Stored items:

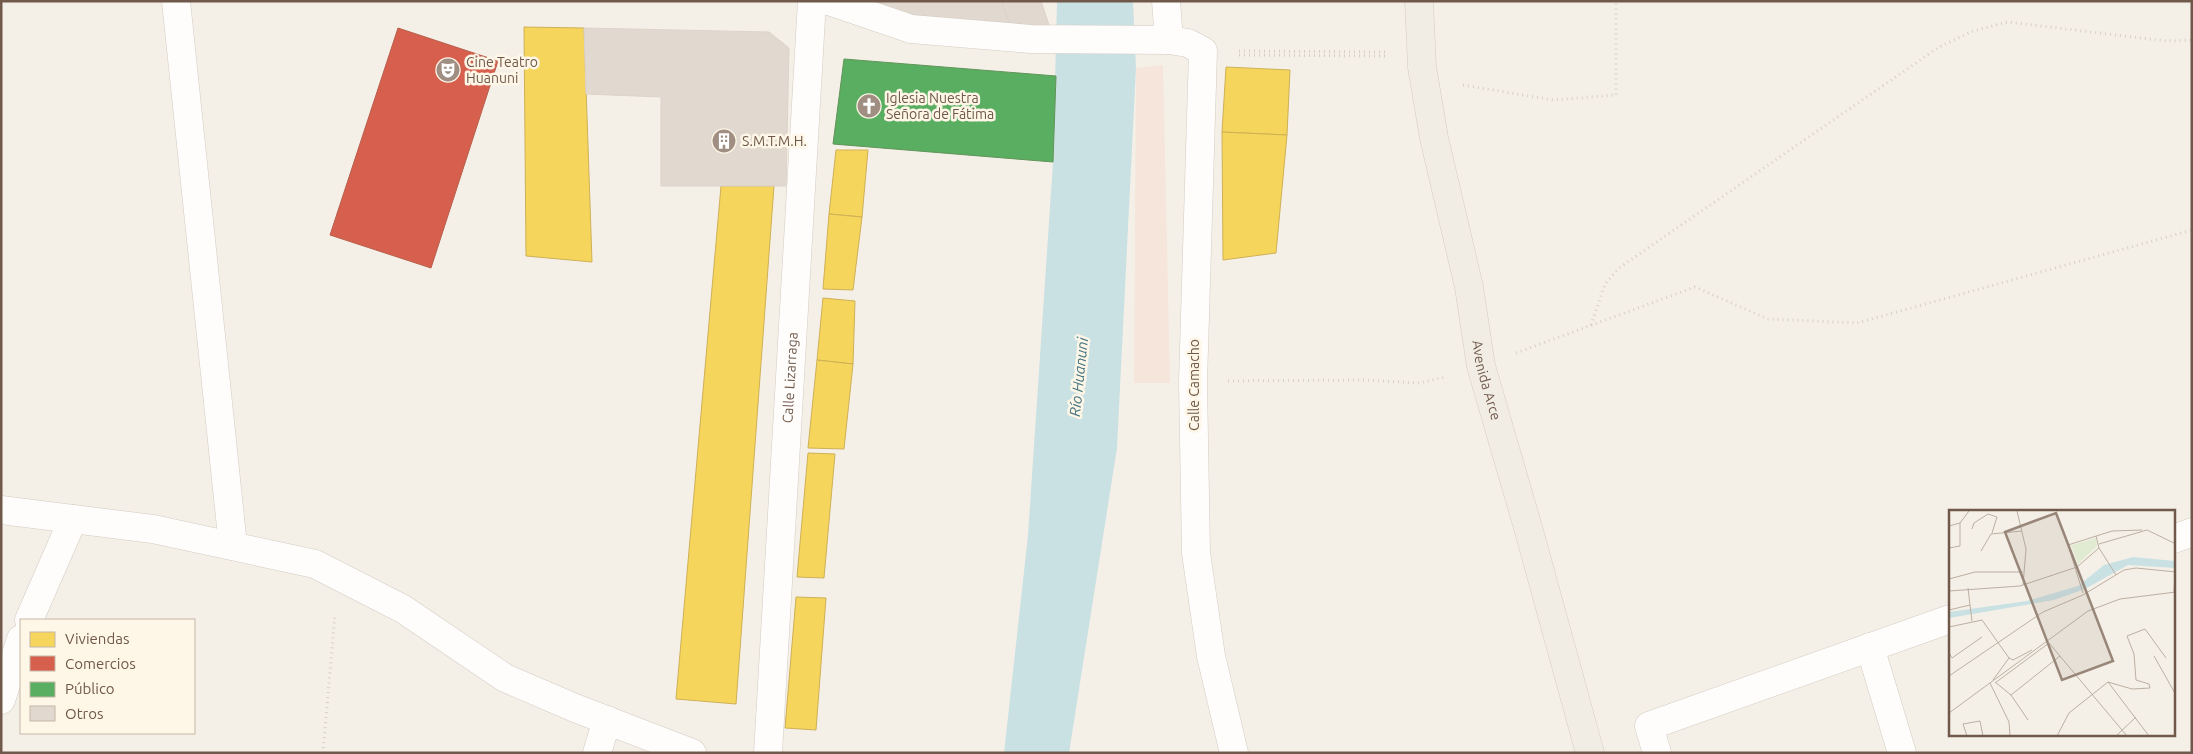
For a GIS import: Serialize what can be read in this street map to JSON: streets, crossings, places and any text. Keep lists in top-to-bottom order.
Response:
{
  "streets": {
    "main road": ["Avenida Arce"],
    "street": ["Calle Lizarraga", "Calle Camacho"]
  },
  "water": ["Río Huanuni"],
  "places": {
    "theatre": ["Cine Teatro Huanuni"],
    "church": ["Iglesia Nuestra Señora de Fátima"],
    "building": ["S.M.T.M.H."]
  },
  "legend": [
    "Viviendas",
    "Comercios",
    "Público",
    "Otros"
  ]
}
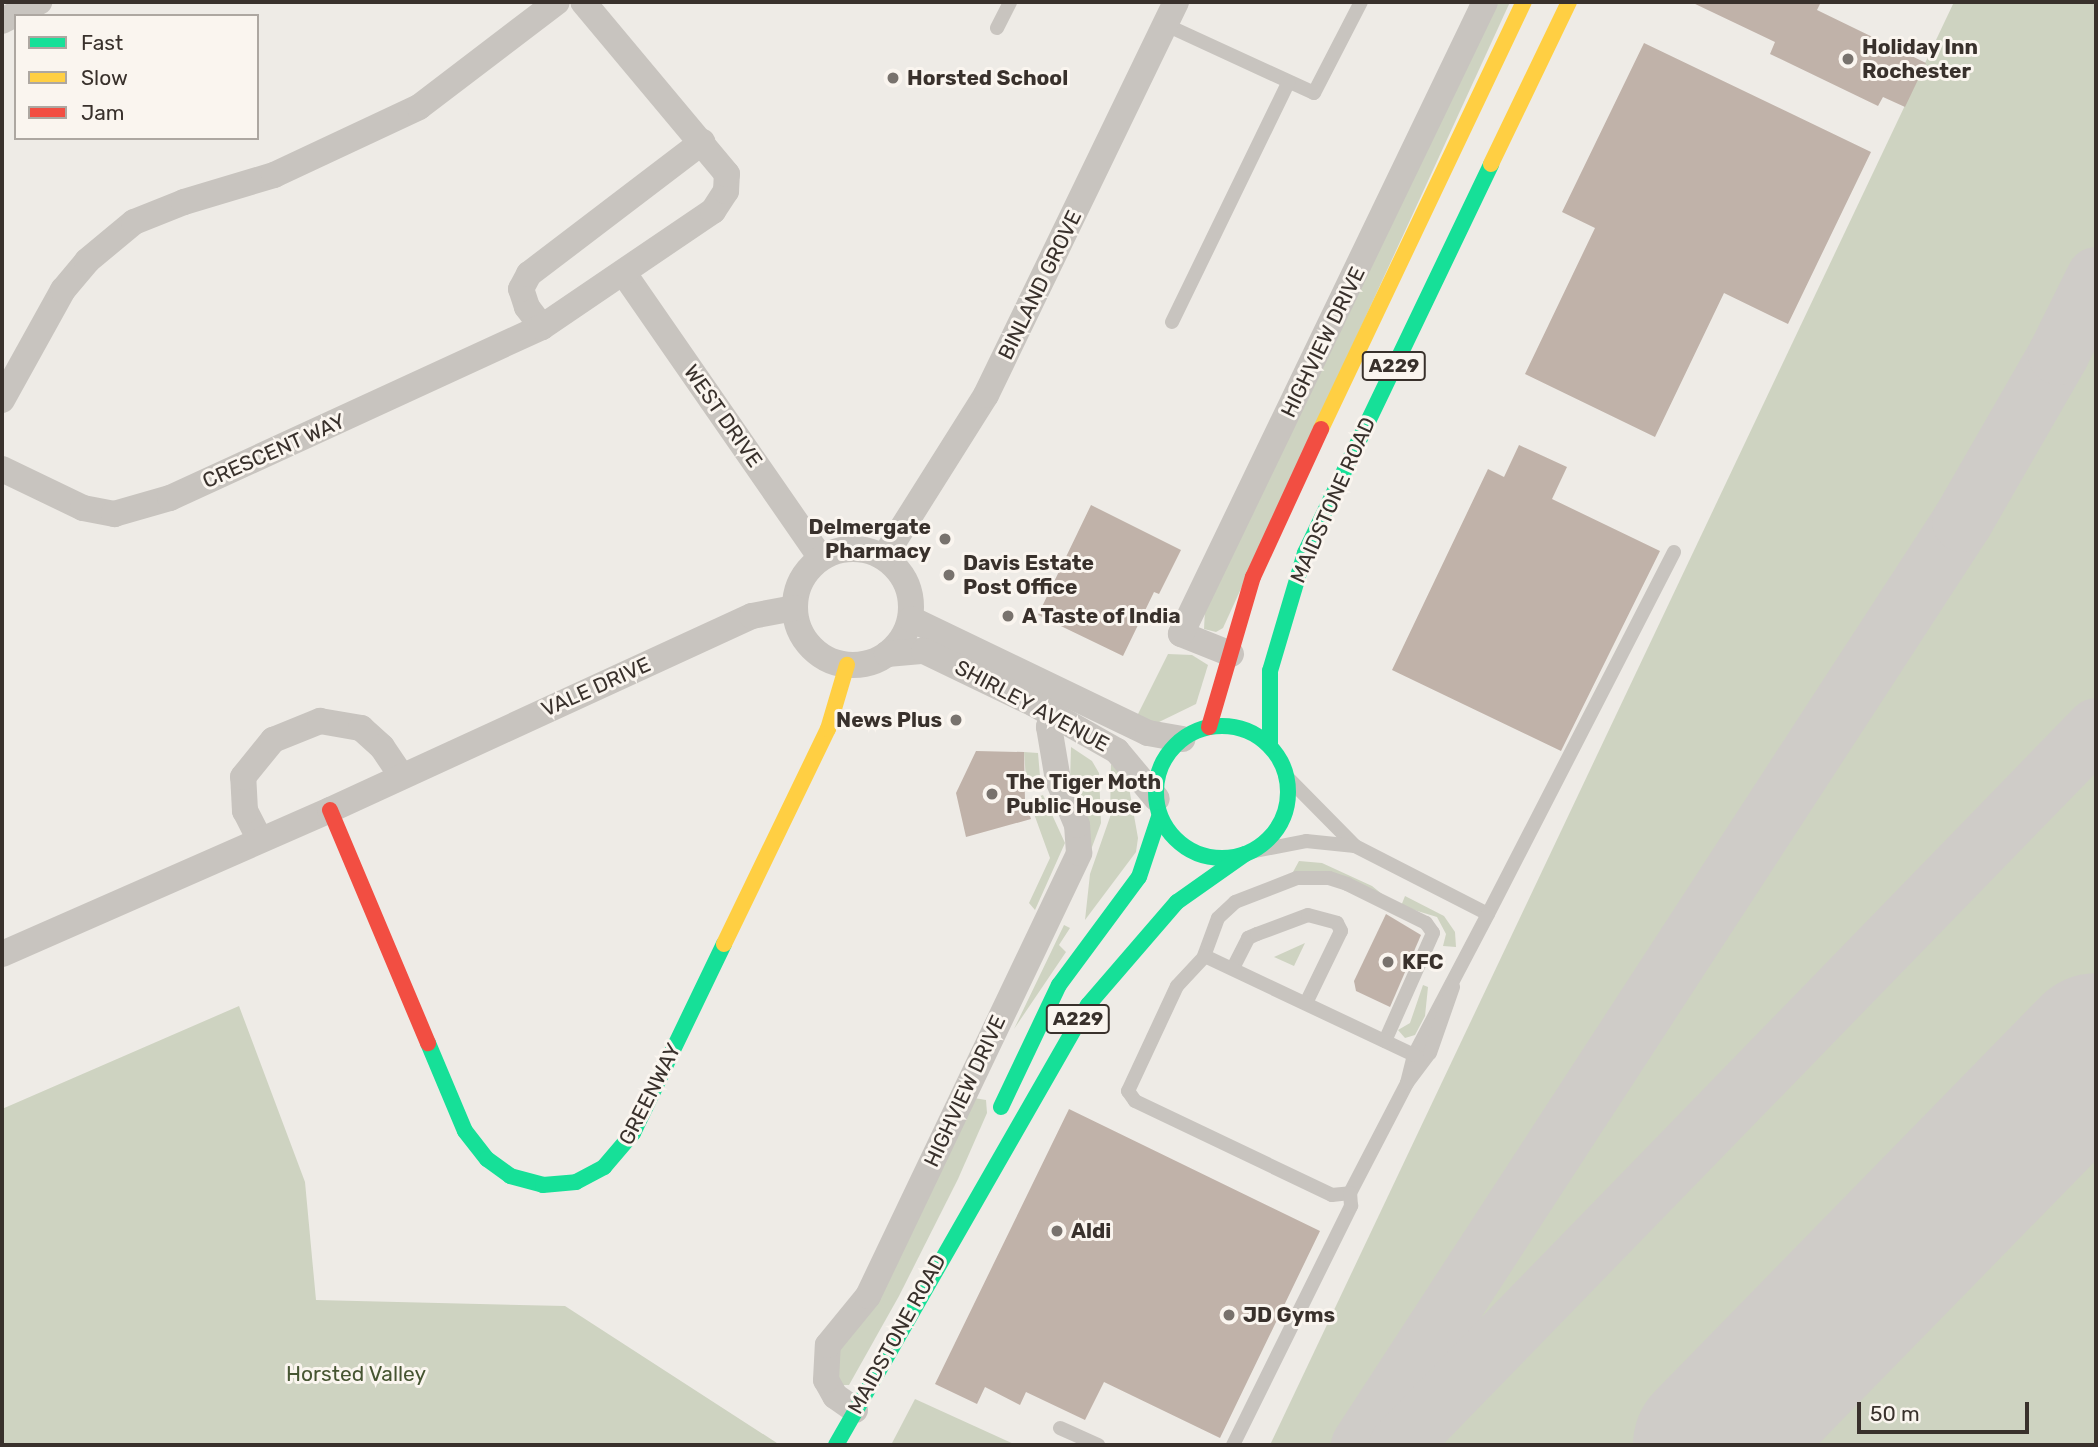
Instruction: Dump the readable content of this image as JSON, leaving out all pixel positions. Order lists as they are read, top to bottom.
{
  "streets": {
    "main road": ["A229", "MAIDSTONE ROAD", "GREENWAY"],
    "street": [
      "BINLAND GROVE",
      "HIGHVIEW DRIVE",
      "WEST DRIVE",
      "CRESCENT WAY",
      "VALE DRIVE",
      "SHIRLEY AVENUE"
    ]
  },
  "crossings": [
    ["BINLAND GROVE", "WEST DRIVE"],
    ["BINLAND GROVE", "VALE DRIVE"],
    ["BINLAND GROVE", "SHIRLEY AVENUE"],
    ["BINLAND GROVE", "GREENWAY"],
    ["HIGHVIEW DRIVE", "MAIDSTONE ROAD"],
    ["HIGHVIEW DRIVE", "SHIRLEY AVENUE"],
    ["A229", "MAIDSTONE ROAD"],
    ["A229", "SHIRLEY AVENUE"],
    ["WEST DRIVE", "CRESCENT WAY"],
    ["WEST DRIVE", "VALE DRIVE"],
    ["WEST DRIVE", "SHIRLEY AVENUE"],
    ["WEST DRIVE", "GREENWAY"],
    ["MAIDSTONE ROAD", "SHIRLEY AVENUE"],
    ["VALE DRIVE", "SHIRLEY AVENUE"],
    ["VALE DRIVE", "GREENWAY"],
    ["SHIRLEY AVENUE", "GREENWAY"]
  ],
  "parks": ["Horsted Valley"],
  "places": [
    "Holiday Inn Rochester",
    "Horsted School",
    "Delmergate Pharmacy",
    "Davis Estate Post Office",
    "A Taste of India",
    "News Plus",
    "The Tiger Moth Public House",
    "KFC",
    "Aldi",
    "JD Gyms"
  ],
  "legend": ["Fast", "Slow", "Jam"],
  "scale_bar": "50 m"
}
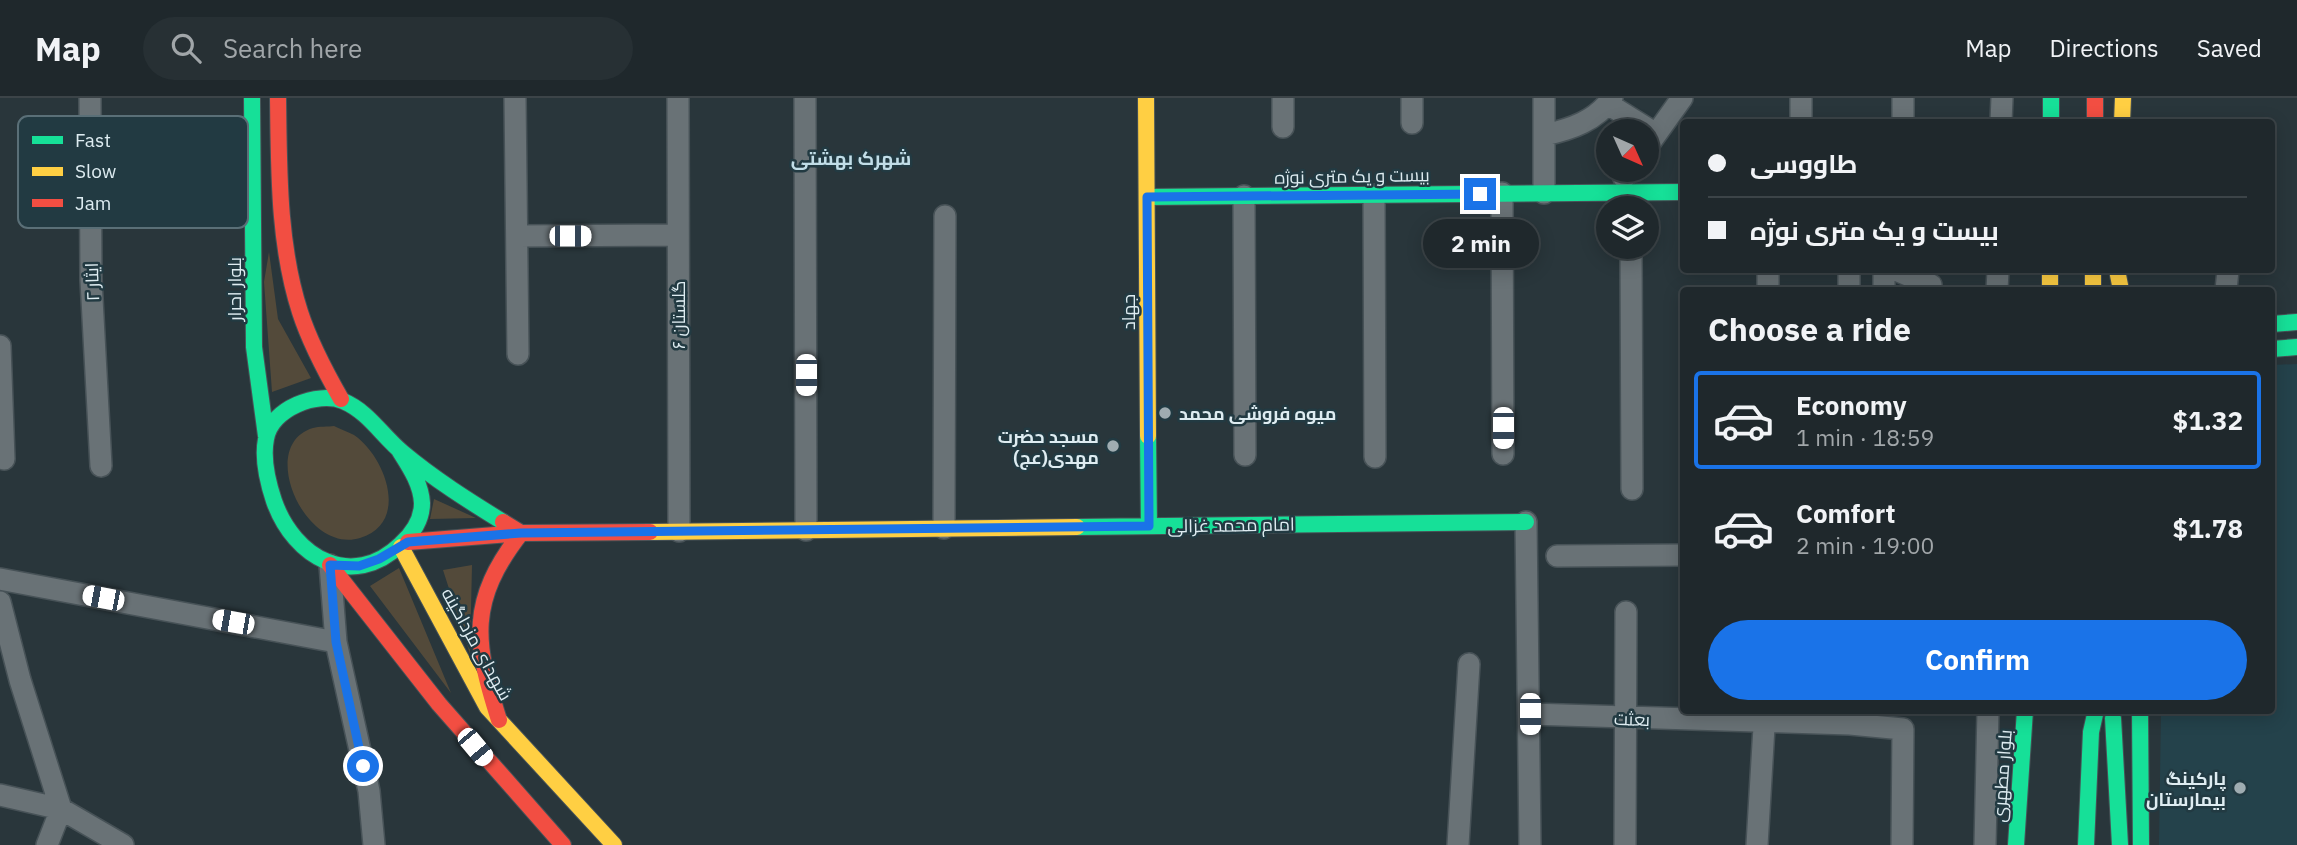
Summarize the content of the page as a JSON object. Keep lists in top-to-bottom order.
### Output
{
  "streets": {
    "main road": [
      "بیست و یک متری نوژه",
      "بلوار احرار",
      "جهاد",
      "امام محمد غزالی",
      "شهدای مزداگینه",
      "بلوار مطهری"
    ],
    "street": ["ایثار ۲", "گلستان ۶", "بعثت"]
  },
  "crossings": [
    ["بیست و یک متری نوژه", "جهاد"],
    ["بلوار احرار", "امام محمد غزالی"],
    ["بلوار احرار", "شهدای مزداگینه"],
    ["جهاد", "امام محمد غزالی"],
    ["گلستان ۶", "امام محمد غزالی"],
    ["امام محمد غزالی", "شهدای مزداگینه"],
    ["امام محمد غزالی", "بعثت"]
  ],
  "districts": ["شهرک بهشتی"],
  "places": ["میوه فروشی محمد", "مسجد حضرت مهدی(عج)", "پارکینگ بیمارستان"],
  "legend": ["Fast", "Slow", "Jam"],
  "north": "bottom right",
  "page": {
    "header": "Map",
    "search": "Search here",
    "nav": ["Map", "Directions", "Saved"],
    "banner": ["طاووسی", "بیست و یک متری نوژه"],
    "bubble": "2 min",
    "heading": "Choose a ride",
    "list": [
      {
        "name": "Economy",
        "note": "1 min · 18:59",
        "value": "$1.32"
      },
      {
        "name": "Comfort",
        "note": "2 min · 19:00",
        "value": "$1.78"
      }
    ],
    "buttons": "Confirm"
  }
}
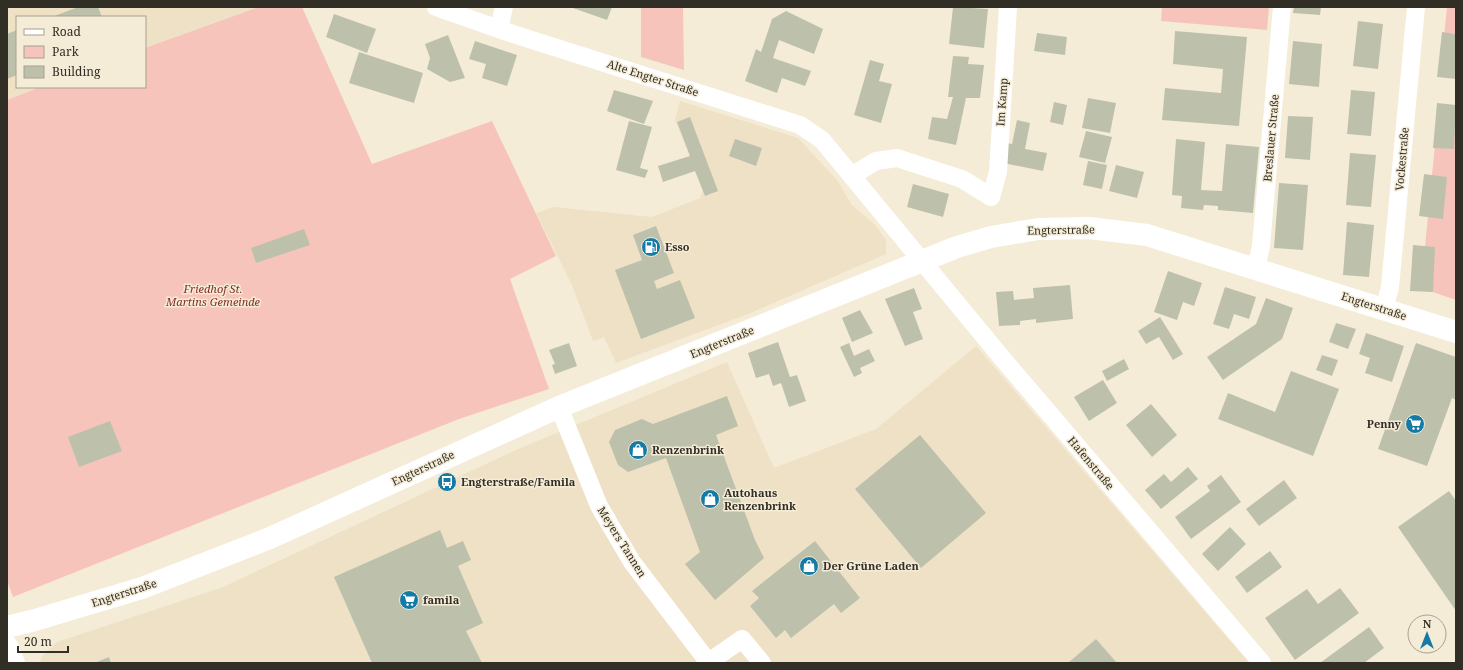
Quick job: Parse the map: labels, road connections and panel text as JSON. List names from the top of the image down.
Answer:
{
  "streets": {
    "main road": ["Engterstraße"],
    "street": [
      "Alte Engter Straße",
      "Im Kamp",
      "Breslauer Straße",
      "Vockestraße",
      "Hafenstraße",
      "Meyers Tannen"
    ]
  },
  "crossings": [
    ["Alte Engter Straße", "Im Kamp"],
    ["Alte Engter Straße", "Engterstraße"],
    ["Alte Engter Straße", "Hafenstraße"],
    ["Breslauer Straße", "Engterstraße"],
    ["Vockestraße", "Engterstraße"],
    ["Engterstraße", "Hafenstraße"],
    ["Engterstraße", "Meyers Tannen"]
  ],
  "parks": ["Friedhof St. Martins Gemeinde"],
  "places": {
    "fuel station": ["Esso"],
    "supermarket": ["Penny", "famila"],
    "shop": ["Renzenbrink", "Autohaus Renzenbrink", "Der Grüne Laden"],
    "bus stop": ["Engterstraße/Famila"]
  },
  "legend": ["Road", "Park", "Building"],
  "scale_bar": "20 m",
  "north": "top"
}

Directions: Look above for the line with "Instruction: Dump the" and the line with "Summarize the content", then copy exactly the lines from the first through the second, both kept, with no pictures.

Solved problem:
Instruction: Dump the readable content of this image as JSON, leaving out all pixel positions. Order lists as they are read, top to bottom.
{
  "streets": {
    "main road": ["A229", "MAIDSTONE ROAD", "GREENWAY"],
    "street": [
      "BINLAND GROVE",
      "HIGHVIEW DRIVE",
      "WEST DRIVE",
      "CRESCENT WAY",
      "VALE DRIVE",
      "SHIRLEY AVENUE"
    ]
  },
  "crossings": [
    ["BINLAND GROVE", "WEST DRIVE"],
    ["BINLAND GROVE", "VALE DRIVE"],
    ["BINLAND GROVE", "SHIRLEY AVENUE"],
    ["BINLAND GROVE", "GREENWAY"],
    ["HIGHVIEW DRIVE", "MAIDSTONE ROAD"],
    ["HIGHVIEW DRIVE", "SHIRLEY AVENUE"],
    ["A229", "MAIDSTONE ROAD"],
    ["A229", "SHIRLEY AVENUE"],
    ["WEST DRIVE", "CRESCENT WAY"],
    ["WEST DRIVE", "VALE DRIVE"],
    ["WEST DRIVE", "SHIRLEY AVENUE"],
    ["WEST DRIVE", "GREENWAY"],
    ["MAIDSTONE ROAD", "SHIRLEY AVENUE"],
    ["VALE DRIVE", "SHIRLEY AVENUE"],
    ["VALE DRIVE", "GREENWAY"],
    ["SHIRLEY AVENUE", "GREENWAY"]
  ],
  "parks": ["Horsted Valley"],
  "places": [
    "Holiday Inn Rochester",
    "Horsted School",
    "Delmergate Pharmacy",
    "Davis Estate Post Office",
    "A Taste of India",
    "News Plus",
    "The Tiger Moth Public House",
    "KFC",
    "Aldi",
    "JD Gyms"
  ],
  "legend": ["Fast", "Slow", "Jam"],
  "scale_bar": "50 m"
}
Summarize the content of the page as a JSON object. Keep lists in top-to-bottom order.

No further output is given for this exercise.